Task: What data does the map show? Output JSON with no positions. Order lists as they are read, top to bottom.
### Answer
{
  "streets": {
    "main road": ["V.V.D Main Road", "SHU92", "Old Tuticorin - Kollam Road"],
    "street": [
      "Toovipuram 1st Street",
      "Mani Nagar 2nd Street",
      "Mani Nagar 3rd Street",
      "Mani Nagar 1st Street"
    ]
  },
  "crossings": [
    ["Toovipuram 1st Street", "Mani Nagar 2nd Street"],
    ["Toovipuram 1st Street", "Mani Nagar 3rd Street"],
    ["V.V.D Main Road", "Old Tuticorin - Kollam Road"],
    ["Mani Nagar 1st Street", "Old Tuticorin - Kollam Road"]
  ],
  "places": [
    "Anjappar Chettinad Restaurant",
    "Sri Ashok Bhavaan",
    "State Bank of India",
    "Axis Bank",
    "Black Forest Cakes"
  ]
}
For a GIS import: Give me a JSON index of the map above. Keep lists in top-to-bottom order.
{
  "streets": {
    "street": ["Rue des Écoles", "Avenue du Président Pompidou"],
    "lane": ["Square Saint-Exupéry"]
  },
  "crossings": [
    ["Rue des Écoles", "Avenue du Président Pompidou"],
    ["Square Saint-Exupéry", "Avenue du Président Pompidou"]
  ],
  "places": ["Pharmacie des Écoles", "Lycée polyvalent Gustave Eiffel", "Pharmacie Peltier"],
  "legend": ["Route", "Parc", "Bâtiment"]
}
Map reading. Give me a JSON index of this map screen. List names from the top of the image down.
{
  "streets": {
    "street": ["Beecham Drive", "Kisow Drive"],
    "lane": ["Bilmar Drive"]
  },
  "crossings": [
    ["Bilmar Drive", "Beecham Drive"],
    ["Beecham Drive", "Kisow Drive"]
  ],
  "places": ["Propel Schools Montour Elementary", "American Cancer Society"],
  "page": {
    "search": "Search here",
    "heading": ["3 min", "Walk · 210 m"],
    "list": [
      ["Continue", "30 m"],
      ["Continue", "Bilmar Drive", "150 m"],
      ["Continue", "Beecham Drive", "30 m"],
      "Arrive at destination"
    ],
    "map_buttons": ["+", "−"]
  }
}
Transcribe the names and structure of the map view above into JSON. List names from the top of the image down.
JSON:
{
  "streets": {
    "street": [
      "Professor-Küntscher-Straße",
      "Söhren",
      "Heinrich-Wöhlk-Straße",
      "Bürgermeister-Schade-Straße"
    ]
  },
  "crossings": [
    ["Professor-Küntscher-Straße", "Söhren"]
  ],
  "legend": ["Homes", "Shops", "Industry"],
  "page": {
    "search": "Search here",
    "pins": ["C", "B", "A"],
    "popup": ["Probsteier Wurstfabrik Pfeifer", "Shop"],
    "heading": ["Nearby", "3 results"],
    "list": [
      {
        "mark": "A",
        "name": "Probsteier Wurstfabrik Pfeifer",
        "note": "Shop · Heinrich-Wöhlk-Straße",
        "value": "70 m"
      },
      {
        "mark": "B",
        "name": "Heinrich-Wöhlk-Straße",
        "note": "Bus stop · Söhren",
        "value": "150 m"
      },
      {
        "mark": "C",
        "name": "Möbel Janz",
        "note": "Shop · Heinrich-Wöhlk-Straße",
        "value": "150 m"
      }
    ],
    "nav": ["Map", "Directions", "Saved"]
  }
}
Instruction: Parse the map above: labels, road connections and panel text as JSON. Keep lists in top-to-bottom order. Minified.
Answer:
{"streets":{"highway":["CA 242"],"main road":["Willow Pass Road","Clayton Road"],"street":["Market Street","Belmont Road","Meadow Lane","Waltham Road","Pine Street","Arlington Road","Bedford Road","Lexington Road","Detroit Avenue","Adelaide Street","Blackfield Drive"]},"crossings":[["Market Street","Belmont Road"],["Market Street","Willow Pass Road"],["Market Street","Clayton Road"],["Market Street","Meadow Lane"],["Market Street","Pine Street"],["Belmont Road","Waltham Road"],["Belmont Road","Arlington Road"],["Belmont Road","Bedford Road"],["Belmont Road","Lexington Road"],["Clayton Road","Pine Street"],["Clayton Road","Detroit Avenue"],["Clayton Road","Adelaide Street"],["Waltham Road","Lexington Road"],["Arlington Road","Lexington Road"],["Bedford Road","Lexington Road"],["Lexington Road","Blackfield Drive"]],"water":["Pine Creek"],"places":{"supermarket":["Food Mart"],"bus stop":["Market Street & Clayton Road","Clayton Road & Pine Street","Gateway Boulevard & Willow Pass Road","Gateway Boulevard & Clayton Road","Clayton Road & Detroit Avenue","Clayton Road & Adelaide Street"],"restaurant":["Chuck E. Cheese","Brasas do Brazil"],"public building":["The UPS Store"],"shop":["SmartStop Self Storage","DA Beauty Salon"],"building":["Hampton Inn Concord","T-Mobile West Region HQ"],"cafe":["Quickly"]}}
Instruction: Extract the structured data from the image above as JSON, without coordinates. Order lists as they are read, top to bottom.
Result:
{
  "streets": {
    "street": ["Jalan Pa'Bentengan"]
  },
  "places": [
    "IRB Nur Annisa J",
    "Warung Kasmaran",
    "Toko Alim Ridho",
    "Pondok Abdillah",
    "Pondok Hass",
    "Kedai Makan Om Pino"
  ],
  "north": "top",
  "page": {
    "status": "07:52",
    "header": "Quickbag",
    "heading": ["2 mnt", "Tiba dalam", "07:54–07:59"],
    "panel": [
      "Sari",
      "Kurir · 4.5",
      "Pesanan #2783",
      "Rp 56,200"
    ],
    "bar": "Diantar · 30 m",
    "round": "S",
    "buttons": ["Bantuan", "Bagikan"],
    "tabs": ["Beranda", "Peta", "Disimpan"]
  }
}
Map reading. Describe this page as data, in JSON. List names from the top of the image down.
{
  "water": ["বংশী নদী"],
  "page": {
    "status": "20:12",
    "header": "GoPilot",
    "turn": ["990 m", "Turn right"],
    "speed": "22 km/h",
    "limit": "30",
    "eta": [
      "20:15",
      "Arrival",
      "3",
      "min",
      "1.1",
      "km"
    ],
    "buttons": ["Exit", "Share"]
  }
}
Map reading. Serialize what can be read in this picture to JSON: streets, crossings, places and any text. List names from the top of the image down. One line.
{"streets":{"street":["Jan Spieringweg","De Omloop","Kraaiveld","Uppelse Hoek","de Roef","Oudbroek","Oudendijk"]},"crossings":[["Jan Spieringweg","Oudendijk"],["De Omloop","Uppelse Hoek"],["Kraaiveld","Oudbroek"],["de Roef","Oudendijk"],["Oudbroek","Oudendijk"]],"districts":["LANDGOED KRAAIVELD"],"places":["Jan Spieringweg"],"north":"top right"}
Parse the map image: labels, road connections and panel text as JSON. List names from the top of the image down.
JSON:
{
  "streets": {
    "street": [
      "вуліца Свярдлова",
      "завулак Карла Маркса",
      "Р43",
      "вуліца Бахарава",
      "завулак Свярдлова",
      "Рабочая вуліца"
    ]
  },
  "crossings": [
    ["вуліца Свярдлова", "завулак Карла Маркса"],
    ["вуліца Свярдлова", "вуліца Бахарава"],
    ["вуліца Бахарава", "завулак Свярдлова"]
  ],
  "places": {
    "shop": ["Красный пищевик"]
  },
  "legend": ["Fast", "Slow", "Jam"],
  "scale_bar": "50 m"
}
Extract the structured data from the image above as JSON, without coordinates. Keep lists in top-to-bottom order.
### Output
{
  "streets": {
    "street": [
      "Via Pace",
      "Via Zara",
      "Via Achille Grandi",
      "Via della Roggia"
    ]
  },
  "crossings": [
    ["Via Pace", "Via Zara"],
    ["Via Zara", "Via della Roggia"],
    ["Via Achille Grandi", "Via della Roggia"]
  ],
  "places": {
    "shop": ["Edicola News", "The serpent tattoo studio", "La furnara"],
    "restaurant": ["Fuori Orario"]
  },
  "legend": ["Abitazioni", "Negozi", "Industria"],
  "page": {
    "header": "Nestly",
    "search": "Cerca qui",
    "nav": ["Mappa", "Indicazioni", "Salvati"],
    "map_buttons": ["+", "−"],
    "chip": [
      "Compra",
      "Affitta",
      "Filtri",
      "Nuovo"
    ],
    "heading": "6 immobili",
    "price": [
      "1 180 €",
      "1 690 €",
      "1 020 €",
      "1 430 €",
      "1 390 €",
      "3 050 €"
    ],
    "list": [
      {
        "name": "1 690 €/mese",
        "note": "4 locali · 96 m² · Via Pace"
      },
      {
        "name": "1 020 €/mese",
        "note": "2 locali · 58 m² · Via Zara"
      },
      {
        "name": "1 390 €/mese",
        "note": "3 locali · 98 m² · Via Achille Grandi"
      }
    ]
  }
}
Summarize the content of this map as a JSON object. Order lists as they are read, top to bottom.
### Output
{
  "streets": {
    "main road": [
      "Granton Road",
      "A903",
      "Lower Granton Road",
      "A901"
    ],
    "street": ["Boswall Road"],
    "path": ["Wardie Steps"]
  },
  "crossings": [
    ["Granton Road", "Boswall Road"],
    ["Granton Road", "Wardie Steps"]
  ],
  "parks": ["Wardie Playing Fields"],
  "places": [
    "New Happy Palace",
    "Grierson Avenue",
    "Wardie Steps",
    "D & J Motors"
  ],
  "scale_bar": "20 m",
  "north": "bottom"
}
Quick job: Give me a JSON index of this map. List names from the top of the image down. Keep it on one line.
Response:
-------------------------
# REQUIREMENT:
Retype the records above, but only those lines that fall between the line containing "Map reading. Give" and the line containing "Transcribe the names", with both of those lines included, exactly as written.

# RESPONSE AREA:
Map reading. Give me a JSON index of this map screen. List names from the top of the image down.
{
  "streets": {
    "street": ["Beecham Drive", "Kisow Drive"],
    "lane": ["Bilmar Drive"]
  },
  "crossings": [
    ["Bilmar Drive", "Beecham Drive"],
    ["Beecham Drive", "Kisow Drive"]
  ],
  "places": ["Propel Schools Montour Elementary", "American Cancer Society"],
  "page": {
    "search": "Search here",
    "heading": ["3 min", "Walk · 210 m"],
    "list": [
      ["Continue", "30 m"],
      ["Continue", "Bilmar Drive", "150 m"],
      ["Continue", "Beecham Drive", "30 m"],
      "Arrive at destination"
    ],
    "map_buttons": ["+", "−"]
  }
}
Transcribe the names and structure of the map view above into JSON. List names from the top of the image down.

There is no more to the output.